Inspection carried out on 21 September 2013

During a routine inspection

During our inspection we spoke with four people who use the service, one relative and seven staff. People who use the service spoke positively about the support they received from the staff. They said the staff were caring and attentive to their needs. People also said they were able to spend their time as they wished, on their own or in the company of other people.

The staff conveyed an in-depth knowledge of each person's needs and how they liked to be supported. We saw the people who use the service and the staff had developed positive relationships with each other and there was good communication and a relaxed atmosphere within the home.

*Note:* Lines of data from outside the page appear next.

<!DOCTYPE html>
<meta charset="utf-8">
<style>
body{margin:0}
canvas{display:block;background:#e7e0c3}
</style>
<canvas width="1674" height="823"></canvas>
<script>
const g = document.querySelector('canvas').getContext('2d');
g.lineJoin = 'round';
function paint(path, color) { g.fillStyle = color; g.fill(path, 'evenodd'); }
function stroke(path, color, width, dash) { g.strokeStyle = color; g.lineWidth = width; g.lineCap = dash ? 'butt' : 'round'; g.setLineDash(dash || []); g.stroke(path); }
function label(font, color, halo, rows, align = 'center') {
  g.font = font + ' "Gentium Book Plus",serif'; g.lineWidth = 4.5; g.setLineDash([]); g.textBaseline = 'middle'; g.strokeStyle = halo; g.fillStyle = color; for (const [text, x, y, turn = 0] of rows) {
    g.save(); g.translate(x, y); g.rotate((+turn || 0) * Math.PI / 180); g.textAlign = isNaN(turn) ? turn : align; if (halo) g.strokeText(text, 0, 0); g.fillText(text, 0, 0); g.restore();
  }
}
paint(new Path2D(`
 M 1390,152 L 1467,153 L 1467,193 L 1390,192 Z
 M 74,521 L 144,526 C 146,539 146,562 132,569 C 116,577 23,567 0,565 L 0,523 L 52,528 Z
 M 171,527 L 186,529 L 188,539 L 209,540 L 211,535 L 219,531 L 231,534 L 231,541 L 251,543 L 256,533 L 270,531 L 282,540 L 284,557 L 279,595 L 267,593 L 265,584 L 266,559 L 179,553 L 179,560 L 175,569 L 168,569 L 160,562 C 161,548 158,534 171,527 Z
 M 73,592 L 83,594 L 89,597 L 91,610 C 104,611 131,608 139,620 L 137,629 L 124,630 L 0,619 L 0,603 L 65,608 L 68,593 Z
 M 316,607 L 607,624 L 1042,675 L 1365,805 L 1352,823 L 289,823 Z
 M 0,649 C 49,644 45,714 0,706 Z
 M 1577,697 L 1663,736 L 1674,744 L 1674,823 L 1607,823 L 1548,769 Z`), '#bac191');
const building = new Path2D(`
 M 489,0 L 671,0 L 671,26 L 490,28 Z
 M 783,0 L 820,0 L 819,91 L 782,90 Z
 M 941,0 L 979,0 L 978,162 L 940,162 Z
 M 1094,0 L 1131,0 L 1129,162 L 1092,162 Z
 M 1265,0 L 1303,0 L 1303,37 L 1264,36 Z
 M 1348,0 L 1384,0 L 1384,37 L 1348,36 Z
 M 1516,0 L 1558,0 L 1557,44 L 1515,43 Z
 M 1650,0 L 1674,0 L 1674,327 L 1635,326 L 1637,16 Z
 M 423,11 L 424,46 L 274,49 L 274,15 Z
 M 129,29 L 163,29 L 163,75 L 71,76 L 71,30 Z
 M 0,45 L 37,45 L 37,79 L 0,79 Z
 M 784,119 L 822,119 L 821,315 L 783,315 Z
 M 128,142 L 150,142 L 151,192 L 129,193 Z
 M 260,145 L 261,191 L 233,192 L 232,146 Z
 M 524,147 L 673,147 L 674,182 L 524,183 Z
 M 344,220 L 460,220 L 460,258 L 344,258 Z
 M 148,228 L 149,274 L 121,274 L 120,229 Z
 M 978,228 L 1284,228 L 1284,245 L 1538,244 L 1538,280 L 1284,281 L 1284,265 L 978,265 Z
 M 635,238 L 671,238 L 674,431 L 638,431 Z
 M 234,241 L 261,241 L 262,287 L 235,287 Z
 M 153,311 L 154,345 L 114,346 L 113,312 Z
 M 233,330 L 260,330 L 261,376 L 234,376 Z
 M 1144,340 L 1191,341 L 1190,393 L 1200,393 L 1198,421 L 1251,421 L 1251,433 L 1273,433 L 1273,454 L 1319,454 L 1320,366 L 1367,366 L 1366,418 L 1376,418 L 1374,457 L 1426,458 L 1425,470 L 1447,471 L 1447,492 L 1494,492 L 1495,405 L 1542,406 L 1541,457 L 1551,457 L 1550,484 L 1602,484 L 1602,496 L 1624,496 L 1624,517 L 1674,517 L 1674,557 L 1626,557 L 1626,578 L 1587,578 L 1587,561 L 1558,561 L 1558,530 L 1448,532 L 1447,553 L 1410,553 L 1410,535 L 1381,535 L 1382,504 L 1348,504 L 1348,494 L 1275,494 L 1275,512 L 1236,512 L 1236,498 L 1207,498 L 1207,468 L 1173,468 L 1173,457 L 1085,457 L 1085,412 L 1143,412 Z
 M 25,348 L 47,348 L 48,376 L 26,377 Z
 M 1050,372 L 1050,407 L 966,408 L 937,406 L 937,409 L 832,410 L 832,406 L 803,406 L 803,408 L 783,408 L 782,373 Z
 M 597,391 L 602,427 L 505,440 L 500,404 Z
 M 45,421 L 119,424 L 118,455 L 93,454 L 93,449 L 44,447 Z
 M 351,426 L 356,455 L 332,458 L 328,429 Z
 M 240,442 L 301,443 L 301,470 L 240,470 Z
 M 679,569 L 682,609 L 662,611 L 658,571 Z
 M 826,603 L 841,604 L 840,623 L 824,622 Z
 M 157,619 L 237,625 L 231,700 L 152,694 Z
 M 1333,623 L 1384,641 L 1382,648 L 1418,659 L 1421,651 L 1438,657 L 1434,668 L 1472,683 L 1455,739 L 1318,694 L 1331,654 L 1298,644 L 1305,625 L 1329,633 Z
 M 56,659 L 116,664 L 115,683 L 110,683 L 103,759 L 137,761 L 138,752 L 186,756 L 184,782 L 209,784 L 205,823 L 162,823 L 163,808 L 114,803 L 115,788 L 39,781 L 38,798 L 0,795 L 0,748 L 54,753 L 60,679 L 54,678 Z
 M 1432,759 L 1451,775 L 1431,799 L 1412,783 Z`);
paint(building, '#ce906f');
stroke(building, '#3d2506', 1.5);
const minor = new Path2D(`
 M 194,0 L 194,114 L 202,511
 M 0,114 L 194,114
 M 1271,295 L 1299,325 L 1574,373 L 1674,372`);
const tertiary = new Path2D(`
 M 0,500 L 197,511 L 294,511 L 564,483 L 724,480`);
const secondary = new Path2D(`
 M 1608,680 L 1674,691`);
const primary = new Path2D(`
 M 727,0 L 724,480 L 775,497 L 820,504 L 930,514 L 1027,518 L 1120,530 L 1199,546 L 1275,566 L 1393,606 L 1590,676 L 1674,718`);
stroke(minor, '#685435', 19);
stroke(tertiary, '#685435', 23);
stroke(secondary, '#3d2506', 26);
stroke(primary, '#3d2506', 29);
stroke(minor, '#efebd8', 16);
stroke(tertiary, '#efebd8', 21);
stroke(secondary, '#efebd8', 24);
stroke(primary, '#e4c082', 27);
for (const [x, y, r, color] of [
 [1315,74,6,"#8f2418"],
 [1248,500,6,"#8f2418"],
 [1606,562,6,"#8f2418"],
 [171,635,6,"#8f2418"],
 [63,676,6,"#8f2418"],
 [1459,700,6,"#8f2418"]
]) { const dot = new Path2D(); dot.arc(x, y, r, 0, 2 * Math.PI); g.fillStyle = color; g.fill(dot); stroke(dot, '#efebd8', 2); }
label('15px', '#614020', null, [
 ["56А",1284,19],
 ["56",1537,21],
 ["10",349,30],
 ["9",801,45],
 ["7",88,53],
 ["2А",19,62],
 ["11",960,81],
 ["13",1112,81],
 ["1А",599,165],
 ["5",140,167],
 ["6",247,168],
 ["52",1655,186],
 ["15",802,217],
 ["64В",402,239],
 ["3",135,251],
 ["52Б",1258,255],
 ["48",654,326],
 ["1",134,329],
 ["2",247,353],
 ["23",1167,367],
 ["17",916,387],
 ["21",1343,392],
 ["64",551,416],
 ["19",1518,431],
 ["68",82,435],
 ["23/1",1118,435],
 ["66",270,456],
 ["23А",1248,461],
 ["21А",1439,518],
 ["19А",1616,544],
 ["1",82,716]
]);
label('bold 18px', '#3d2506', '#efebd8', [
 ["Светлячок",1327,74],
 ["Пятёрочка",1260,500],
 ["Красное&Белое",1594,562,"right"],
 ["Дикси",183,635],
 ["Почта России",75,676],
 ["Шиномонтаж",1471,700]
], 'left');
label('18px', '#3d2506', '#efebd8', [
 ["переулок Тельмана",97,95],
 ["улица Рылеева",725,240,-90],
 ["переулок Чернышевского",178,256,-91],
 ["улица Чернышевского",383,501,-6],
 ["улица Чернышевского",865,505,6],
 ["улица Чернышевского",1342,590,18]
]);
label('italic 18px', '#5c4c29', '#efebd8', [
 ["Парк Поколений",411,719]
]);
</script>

People were involved in identifying their preferences and wants. This was reflected in the support plans that detailed how people liked to live their life and how they were supported with this.

People were supported to maintain a balanced diet and were provided with a variety of foods that reflected the needs of people who use the service.

People received support for their needs from the service and from external health and social care professionals. Within the home they were supported by sufficient levels of staff, which was flexible to meet people's individual needs.

Inspection carried out on 4 March 2013

During a routine inspection

We spoke with five people using the service who told us they felt safe and well cared for in the home. Their comments included "A1, I can’t praise them enough. I couldn’t stay here if the staff weren’t so good” and “the staff are very good, they make sure I’m comfortable."

Staff supported people in a professional and friendly way. People were offered choices about the food they ate at lunchtime and whether they took part in activities during the day. People also told us they were involved in making decisions. One person told us "I choose to stay in my room. I can go to the lounge if I want but I’d rather stay here. Staff are always popping in to check on me” Another person said "the food is always very good and there’s always a choice."

We spoke with eight staff who were able to tell us about how they maintained people's dignity, respected their privacy and gave them choices. They told us there were always enough staff to care for people. Their comments included "I love working here. We work together to make sure people are looked after.” Another person said "we do all the training every year.” Staff we spoke with were aware of the risk of abuse and gave appropriate answers when we asked what they would do if they thought a person using the service was at risk.

The provider had arrangements in place to make sure people were cared for safely. Appropriate checks were carried out before new staff were appointed and complaints were responded to appropriately.

Inspection carried out on 24 August 2011

During a routine inspection

People that we spoke with told us that their privacy, dignity and independence were respected.

People told us that their care needs were being met at the home.

People told us that they felt safe living at the service and that they were able to raise any concerns if they needed to.

People told us that staff listen to them.

People told us that they are encouraged to give feedback about the quality of care provided.

Comments received included:

“It’s nice; the staff look after me kindly”.

“The staff explain what they are doing when they provide personal care”

“No complaints, we are very lucky here”.

“They look after me well”.

“The staff definitely treat me with respect”.

“The staff treat me well, I feel safe in every way, no one bothers me”.

“What impressed me the most was that the manager took us around the home; she knew what was going on with each person”.